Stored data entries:
>>>

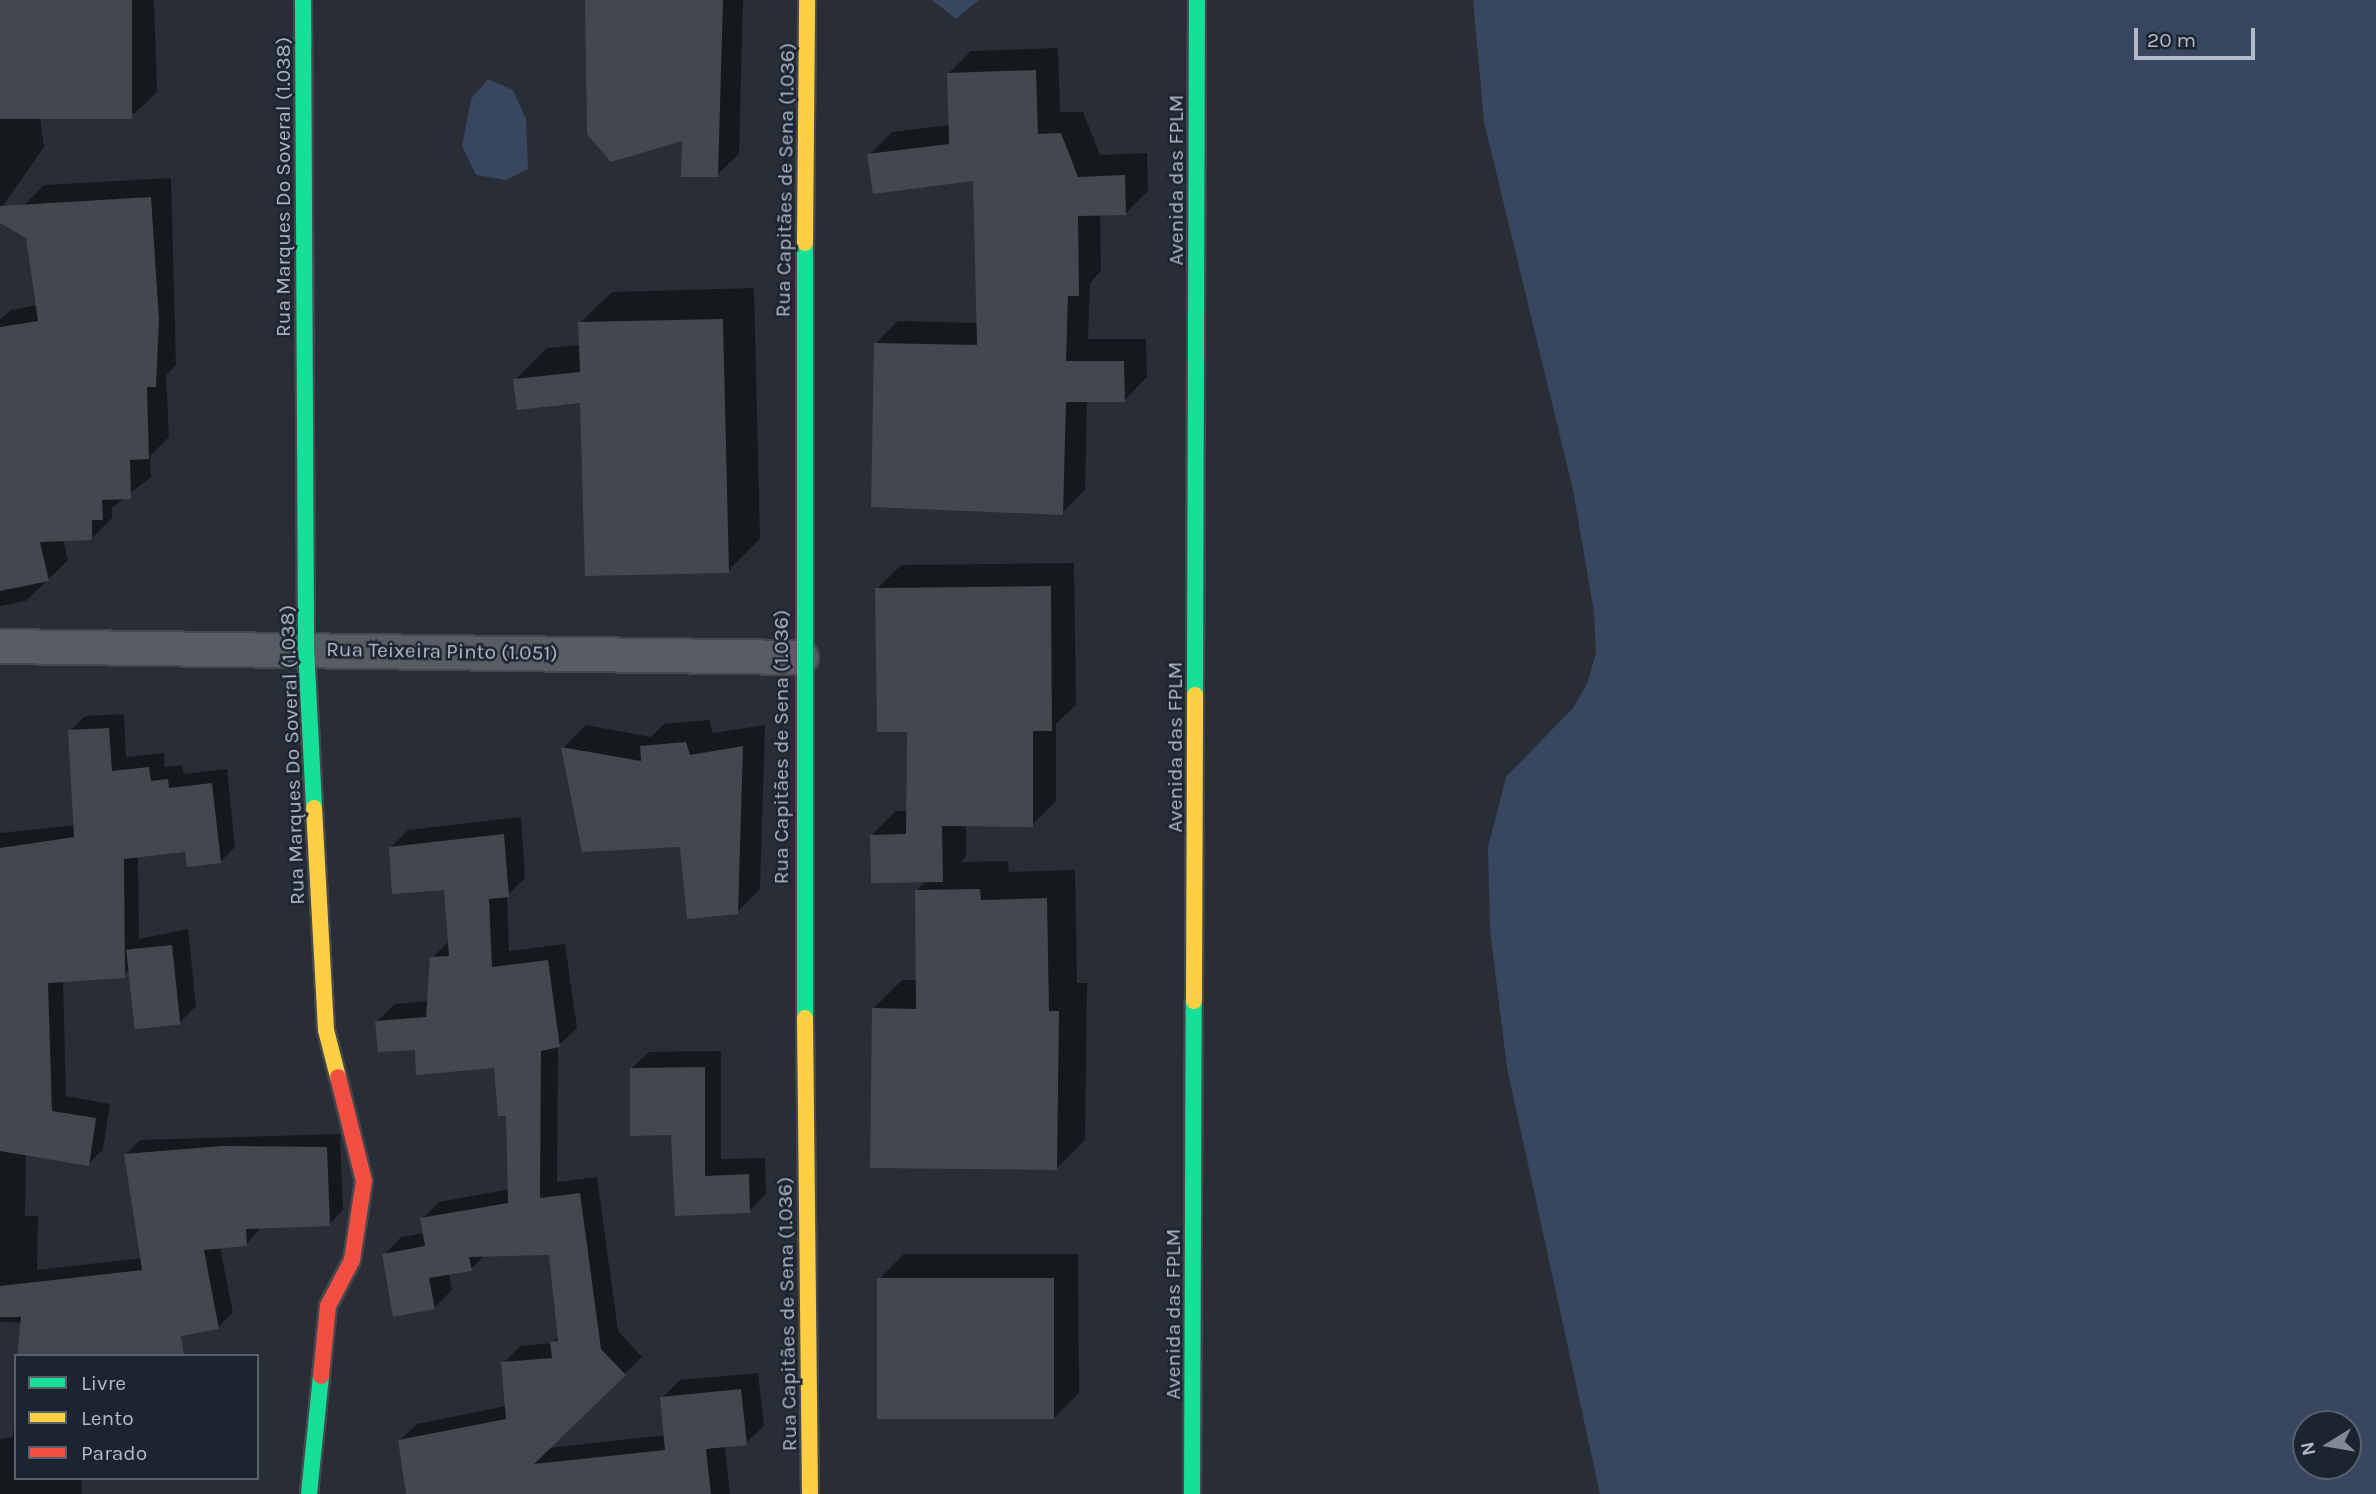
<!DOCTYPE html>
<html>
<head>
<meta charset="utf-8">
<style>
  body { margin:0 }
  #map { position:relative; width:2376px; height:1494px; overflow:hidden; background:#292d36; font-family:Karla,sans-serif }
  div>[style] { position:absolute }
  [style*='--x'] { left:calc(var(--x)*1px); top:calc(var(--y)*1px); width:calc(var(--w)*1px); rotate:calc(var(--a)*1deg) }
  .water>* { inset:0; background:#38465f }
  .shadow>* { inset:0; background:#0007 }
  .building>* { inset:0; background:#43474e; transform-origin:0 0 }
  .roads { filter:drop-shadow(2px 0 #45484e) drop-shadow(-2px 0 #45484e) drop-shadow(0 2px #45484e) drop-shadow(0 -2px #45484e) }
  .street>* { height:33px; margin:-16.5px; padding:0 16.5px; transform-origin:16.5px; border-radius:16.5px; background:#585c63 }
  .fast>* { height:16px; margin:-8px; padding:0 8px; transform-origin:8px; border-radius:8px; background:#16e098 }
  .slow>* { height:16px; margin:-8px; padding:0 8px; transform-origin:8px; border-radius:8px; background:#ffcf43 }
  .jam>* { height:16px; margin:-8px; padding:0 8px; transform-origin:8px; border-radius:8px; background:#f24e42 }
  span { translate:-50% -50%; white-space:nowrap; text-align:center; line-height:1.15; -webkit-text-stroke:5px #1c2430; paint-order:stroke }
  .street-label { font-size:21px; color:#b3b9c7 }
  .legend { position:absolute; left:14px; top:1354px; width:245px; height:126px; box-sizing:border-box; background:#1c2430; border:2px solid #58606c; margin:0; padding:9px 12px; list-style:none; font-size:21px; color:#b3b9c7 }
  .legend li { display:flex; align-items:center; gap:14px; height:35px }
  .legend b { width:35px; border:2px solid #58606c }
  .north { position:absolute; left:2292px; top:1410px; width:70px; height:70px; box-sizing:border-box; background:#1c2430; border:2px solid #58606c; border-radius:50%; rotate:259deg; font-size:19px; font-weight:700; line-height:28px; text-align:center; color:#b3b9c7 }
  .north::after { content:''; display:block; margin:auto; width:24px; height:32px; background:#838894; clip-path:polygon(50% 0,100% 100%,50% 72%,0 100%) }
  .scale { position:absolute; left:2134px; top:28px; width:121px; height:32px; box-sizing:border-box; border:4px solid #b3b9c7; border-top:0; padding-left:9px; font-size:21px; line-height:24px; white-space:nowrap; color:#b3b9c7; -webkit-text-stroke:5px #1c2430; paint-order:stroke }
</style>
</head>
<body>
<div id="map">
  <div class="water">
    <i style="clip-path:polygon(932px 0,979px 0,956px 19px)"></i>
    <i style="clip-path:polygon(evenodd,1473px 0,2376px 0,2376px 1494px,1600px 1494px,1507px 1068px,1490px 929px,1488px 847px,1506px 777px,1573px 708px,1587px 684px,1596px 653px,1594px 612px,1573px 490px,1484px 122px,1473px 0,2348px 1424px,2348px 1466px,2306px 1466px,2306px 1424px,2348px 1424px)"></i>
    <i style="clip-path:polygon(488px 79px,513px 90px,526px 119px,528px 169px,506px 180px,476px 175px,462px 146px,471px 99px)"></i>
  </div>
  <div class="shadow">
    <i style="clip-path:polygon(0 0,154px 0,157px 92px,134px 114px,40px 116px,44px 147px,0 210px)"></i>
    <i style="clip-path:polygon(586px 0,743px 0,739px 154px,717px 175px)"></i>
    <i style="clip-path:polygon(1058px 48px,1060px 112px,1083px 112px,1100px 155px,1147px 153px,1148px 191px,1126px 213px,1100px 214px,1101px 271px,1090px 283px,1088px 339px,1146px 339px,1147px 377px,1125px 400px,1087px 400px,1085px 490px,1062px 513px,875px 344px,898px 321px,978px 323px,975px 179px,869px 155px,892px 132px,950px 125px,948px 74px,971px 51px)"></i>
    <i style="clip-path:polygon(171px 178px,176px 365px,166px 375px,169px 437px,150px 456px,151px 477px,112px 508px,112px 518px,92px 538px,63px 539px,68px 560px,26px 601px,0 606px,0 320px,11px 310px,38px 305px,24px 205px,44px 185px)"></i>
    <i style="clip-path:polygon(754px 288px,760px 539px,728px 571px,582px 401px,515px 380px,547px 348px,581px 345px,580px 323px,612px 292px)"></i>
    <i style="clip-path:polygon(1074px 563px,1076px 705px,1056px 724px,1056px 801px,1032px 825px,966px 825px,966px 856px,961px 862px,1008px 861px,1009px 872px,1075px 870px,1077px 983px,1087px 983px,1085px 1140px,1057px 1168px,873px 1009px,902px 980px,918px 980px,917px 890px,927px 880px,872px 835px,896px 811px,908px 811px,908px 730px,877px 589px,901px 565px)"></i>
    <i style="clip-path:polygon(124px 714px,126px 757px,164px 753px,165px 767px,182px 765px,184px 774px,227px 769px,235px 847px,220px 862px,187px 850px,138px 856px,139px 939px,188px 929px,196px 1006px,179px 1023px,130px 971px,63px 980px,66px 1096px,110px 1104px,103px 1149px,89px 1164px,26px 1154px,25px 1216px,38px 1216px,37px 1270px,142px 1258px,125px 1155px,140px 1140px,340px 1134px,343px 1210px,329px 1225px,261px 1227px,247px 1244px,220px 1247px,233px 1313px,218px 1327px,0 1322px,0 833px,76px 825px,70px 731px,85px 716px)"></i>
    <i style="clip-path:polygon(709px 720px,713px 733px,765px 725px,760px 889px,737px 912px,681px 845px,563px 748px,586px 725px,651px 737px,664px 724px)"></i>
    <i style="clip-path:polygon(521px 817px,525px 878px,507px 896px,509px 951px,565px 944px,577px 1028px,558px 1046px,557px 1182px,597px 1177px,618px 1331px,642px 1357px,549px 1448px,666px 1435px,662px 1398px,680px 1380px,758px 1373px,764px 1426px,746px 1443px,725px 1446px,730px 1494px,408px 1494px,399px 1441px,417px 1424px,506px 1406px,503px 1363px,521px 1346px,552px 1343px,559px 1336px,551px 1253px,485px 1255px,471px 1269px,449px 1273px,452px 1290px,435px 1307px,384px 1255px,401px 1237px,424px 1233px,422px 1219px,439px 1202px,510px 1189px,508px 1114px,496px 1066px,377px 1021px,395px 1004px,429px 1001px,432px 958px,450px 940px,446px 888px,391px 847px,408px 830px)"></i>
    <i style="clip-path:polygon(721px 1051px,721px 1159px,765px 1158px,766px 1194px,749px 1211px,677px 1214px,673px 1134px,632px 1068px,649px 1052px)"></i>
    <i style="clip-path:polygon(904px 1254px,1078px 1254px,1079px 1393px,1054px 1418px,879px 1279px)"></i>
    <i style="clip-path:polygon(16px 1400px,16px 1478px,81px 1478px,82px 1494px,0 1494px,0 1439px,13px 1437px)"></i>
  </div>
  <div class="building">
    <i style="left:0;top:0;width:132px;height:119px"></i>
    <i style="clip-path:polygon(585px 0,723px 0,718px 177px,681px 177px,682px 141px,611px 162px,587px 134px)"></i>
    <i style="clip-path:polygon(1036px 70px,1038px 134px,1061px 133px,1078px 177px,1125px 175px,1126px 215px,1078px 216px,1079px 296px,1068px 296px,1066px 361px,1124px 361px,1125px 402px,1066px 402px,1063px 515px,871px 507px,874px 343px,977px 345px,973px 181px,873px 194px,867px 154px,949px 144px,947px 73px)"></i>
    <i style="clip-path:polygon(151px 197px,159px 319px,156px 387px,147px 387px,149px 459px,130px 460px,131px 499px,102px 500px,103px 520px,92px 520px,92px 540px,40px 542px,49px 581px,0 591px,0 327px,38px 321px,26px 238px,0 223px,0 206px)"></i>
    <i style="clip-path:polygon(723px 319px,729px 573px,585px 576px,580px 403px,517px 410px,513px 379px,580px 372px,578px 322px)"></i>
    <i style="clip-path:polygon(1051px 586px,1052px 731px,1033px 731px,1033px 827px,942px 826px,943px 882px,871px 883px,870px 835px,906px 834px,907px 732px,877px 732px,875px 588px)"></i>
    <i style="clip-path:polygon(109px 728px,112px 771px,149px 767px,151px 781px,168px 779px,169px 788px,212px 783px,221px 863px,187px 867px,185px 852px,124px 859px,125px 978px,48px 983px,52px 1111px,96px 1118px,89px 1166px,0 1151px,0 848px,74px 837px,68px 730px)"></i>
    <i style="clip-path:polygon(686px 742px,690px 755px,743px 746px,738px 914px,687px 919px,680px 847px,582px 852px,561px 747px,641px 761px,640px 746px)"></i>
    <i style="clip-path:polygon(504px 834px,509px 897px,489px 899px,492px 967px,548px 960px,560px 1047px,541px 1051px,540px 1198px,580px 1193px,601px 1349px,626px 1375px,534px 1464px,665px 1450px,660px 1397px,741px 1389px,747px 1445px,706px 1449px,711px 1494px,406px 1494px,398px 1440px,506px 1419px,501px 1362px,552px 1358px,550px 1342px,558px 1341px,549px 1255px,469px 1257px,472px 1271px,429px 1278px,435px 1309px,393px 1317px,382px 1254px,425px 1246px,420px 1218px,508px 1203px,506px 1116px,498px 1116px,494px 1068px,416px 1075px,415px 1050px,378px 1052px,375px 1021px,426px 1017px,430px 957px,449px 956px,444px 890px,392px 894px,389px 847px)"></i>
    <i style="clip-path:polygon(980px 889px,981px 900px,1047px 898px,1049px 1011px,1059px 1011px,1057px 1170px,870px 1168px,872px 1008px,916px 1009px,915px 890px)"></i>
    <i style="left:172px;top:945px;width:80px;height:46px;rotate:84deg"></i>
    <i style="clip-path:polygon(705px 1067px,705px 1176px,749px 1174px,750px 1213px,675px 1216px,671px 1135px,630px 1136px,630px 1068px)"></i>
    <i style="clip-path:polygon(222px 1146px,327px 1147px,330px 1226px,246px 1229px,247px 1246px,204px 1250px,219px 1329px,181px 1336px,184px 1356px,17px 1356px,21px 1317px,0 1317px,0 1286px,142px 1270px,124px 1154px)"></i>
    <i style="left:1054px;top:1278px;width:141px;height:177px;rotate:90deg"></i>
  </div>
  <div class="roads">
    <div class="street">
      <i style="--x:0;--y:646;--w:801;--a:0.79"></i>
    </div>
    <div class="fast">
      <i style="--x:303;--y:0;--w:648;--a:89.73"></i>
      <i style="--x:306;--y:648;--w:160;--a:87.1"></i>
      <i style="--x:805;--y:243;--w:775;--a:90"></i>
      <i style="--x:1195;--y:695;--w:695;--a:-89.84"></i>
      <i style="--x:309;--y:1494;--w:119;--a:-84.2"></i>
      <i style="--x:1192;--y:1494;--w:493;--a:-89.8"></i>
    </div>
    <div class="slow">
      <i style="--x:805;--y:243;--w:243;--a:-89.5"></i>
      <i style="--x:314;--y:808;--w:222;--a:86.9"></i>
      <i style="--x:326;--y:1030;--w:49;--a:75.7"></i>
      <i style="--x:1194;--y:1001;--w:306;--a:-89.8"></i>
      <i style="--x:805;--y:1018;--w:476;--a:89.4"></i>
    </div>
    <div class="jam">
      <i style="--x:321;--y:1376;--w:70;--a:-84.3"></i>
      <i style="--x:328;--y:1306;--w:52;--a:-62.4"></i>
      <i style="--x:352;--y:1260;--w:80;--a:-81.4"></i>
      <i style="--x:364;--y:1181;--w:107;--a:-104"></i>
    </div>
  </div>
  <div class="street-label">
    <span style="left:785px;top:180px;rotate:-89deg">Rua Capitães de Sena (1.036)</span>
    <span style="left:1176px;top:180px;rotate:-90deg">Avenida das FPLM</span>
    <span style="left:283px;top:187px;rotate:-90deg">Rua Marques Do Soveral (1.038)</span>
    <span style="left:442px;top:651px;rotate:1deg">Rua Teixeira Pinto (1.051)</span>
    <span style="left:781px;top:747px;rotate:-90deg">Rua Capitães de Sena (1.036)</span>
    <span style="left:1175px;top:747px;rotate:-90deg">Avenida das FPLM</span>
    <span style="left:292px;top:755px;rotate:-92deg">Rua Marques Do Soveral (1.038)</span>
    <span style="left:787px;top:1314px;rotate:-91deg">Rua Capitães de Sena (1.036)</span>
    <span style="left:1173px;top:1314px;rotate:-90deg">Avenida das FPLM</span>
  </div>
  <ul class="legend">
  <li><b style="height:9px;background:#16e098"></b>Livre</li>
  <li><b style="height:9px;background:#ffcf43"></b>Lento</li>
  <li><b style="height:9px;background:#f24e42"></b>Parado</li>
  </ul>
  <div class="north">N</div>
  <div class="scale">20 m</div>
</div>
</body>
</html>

<<<

| The task |
Look through the entries above; copy each line where the string "center" appears.

| Result of the exercise |
  span { translate:-50% -50%; white-space:nowrap; text-align:center; line-height:1.15; -webkit-text-stroke:5px #1c2430; paint-order:stroke }
  .legend li { display:flex; align-items:center; gap:14px; height:35px }
  .north { position:absolute; left:2292px; top:1410px; width:70px; height:70px; box-sizing:border-box; background:#1c2430; border:2px solid #58606c; border-radius:50%; rotate:259deg; font-size:19px; font-weight:700; line-height:28px; text-align:center; color:#b3b9c7 }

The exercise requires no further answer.